Task inputs —
───
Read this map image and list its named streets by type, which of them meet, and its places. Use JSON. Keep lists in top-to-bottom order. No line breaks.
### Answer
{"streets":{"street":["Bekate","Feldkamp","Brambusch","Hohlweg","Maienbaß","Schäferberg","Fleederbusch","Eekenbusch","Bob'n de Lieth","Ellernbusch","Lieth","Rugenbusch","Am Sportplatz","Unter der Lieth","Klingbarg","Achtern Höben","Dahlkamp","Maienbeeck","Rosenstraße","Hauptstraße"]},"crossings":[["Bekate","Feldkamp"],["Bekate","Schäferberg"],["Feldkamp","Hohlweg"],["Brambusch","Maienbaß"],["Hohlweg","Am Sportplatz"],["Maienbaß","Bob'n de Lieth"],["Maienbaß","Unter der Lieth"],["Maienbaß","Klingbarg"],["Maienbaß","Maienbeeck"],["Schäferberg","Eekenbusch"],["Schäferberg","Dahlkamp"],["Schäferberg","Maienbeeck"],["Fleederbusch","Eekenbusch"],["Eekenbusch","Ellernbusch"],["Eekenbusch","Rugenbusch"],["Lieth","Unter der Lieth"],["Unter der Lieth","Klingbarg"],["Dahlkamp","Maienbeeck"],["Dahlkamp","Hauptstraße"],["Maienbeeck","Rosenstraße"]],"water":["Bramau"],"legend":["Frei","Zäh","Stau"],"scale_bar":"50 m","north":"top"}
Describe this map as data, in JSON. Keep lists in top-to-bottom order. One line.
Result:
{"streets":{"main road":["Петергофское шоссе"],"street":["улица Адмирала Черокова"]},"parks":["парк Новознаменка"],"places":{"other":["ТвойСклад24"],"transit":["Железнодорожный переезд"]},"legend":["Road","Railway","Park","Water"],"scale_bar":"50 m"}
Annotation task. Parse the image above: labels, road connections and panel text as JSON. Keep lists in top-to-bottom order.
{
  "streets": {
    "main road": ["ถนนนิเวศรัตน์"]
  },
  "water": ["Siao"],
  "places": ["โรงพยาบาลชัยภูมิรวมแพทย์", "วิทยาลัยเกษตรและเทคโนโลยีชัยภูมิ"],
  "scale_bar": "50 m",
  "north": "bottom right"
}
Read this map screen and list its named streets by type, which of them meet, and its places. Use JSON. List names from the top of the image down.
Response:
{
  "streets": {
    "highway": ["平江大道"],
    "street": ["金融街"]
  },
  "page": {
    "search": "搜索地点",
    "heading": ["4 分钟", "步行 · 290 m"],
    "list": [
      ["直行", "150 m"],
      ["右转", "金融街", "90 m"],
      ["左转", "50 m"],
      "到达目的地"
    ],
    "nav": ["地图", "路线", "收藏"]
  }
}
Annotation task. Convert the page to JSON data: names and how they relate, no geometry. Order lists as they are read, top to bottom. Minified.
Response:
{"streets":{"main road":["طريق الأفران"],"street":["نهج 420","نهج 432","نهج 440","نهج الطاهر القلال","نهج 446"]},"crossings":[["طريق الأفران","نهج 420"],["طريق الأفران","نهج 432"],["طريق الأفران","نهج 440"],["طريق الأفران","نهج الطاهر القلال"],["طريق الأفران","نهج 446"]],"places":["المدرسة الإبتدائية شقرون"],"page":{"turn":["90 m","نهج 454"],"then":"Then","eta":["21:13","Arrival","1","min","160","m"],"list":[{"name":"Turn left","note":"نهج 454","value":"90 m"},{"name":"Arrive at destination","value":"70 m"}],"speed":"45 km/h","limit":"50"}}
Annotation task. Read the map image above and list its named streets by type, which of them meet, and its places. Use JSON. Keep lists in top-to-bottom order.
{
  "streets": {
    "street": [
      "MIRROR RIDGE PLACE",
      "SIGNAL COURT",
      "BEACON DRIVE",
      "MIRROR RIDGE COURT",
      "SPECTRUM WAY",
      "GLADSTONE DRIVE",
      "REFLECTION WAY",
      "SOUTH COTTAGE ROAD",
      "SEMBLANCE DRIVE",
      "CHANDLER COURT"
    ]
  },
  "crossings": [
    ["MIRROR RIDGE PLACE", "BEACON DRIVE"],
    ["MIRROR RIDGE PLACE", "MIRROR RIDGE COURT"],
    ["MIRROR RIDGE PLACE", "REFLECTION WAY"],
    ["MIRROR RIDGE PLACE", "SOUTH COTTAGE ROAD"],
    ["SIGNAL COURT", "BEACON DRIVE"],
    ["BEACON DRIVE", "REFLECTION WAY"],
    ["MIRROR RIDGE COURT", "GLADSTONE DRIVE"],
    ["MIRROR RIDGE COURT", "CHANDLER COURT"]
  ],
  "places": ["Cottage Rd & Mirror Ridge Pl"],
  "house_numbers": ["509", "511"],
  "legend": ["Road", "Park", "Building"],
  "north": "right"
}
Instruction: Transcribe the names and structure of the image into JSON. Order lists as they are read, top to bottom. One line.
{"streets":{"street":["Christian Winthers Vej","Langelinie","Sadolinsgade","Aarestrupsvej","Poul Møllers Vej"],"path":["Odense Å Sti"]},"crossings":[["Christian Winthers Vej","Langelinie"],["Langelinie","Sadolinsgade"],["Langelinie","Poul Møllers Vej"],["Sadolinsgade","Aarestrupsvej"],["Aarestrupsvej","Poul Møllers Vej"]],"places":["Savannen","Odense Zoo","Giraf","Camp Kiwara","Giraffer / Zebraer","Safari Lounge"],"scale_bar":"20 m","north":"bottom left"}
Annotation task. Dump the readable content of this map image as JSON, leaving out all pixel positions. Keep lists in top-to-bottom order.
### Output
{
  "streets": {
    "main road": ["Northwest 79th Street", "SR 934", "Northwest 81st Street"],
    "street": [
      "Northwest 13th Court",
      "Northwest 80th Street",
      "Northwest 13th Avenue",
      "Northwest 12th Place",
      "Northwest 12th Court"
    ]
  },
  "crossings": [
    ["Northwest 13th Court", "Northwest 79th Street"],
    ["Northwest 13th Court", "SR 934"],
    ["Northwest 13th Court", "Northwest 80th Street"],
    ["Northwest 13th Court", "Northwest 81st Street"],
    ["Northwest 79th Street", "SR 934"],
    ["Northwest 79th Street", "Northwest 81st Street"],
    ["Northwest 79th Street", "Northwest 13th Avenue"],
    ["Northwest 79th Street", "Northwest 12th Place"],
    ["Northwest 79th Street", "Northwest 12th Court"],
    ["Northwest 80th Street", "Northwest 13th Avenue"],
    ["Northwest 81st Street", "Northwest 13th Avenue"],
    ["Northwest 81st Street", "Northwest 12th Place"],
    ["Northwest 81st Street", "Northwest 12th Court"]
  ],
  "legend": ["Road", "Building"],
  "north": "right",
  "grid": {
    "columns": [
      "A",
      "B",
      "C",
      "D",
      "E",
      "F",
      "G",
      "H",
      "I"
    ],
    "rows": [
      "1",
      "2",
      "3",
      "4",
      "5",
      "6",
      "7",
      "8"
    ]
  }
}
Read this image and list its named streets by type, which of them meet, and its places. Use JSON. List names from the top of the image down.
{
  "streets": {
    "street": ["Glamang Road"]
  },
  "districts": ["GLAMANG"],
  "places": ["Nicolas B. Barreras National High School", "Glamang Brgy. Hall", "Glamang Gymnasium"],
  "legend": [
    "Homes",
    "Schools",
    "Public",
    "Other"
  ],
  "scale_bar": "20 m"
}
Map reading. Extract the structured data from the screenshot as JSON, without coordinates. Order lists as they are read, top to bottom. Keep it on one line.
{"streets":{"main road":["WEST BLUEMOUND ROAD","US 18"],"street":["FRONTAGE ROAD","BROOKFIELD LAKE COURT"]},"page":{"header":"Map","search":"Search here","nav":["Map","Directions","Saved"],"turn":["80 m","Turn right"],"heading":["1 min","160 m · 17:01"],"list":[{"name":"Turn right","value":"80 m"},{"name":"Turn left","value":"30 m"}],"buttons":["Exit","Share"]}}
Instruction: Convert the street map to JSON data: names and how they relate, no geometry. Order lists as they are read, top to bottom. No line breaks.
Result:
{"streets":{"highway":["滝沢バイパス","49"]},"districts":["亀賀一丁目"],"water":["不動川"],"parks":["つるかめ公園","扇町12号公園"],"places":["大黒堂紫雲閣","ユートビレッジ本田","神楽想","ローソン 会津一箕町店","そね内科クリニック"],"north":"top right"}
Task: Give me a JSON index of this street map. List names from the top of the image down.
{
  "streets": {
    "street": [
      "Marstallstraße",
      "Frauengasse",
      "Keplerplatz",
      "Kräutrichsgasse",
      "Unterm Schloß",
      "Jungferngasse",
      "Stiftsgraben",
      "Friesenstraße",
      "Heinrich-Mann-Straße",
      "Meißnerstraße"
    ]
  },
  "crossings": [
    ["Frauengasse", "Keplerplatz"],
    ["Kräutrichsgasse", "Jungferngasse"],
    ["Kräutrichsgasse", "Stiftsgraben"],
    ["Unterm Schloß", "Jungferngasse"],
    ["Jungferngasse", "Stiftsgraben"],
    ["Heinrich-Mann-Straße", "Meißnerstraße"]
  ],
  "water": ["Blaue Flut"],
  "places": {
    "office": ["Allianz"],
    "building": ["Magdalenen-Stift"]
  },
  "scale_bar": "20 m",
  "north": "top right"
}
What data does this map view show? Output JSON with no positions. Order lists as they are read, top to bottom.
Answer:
───
Directions for this task —
Please give back exactly the lines of this listing beginning at the line with "Describe this map" and ending with the line with "Read this map screen", both included, and nothing else.

Expected output —
Describe this map as data, in JSON. Keep lists in top-to-bottom order. One line.
Result:
{"streets":{"main road":["Петергофское шоссе"],"street":["улица Адмирала Черокова"]},"parks":["парк Новознаменка"],"places":{"other":["ТвойСклад24"],"transit":["Железнодорожный переезд"]},"legend":["Road","Railway","Park","Water"],"scale_bar":"50 m"}
Annotation task. Parse the image above: labels, road connections and panel text as JSON. Keep lists in top-to-bottom order.
{
  "streets": {
    "main road": ["ถนนนิเวศรัตน์"]
  },
  "water": ["Siao"],
  "places": ["โรงพยาบาลชัยภูมิรวมแพทย์", "วิทยาลัยเกษตรและเทคโนโลยีชัยภูมิ"],
  "scale_bar": "50 m",
  "north": "bottom right"
}
Read this map screen and list its named streets by type, which of them meet, and its places. Use JSON. List names from the top of the image down.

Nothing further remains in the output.